• BRIEF: Find and copy each line of the records where the string "レストラン" shows up.

== == ==

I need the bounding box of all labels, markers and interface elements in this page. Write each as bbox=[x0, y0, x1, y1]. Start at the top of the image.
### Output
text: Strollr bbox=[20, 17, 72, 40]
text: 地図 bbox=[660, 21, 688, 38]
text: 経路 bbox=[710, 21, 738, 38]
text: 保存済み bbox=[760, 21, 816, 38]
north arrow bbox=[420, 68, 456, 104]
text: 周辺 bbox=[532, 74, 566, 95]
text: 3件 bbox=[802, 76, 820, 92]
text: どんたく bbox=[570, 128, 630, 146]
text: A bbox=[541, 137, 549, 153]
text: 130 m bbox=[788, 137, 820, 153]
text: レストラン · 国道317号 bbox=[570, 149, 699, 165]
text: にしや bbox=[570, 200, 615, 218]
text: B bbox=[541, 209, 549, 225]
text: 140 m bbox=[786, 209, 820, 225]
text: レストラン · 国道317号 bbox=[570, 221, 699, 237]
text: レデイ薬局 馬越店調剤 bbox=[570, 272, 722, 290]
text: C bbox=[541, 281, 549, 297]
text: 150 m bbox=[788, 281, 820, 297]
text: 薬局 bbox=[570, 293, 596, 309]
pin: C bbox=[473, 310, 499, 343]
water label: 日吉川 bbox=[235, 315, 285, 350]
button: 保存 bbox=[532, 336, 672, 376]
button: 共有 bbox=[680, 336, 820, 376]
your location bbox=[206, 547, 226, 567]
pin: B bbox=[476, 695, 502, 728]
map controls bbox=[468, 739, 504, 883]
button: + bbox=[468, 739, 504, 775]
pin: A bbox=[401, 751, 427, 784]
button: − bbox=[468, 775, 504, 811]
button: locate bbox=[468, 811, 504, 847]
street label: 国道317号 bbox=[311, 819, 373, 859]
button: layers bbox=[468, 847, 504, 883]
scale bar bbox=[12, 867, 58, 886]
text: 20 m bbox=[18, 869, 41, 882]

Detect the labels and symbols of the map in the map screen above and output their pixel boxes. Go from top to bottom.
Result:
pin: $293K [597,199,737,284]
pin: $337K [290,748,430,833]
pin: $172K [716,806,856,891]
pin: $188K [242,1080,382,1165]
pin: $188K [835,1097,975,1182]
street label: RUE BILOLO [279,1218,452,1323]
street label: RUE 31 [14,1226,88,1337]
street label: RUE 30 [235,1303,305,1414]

== == ==

• EXERCISE SOLUTION:
text: レストラン · 国道317号 bbox=[570, 149, 699, 165]
text: レストラン · 国道317号 bbox=[570, 221, 699, 237]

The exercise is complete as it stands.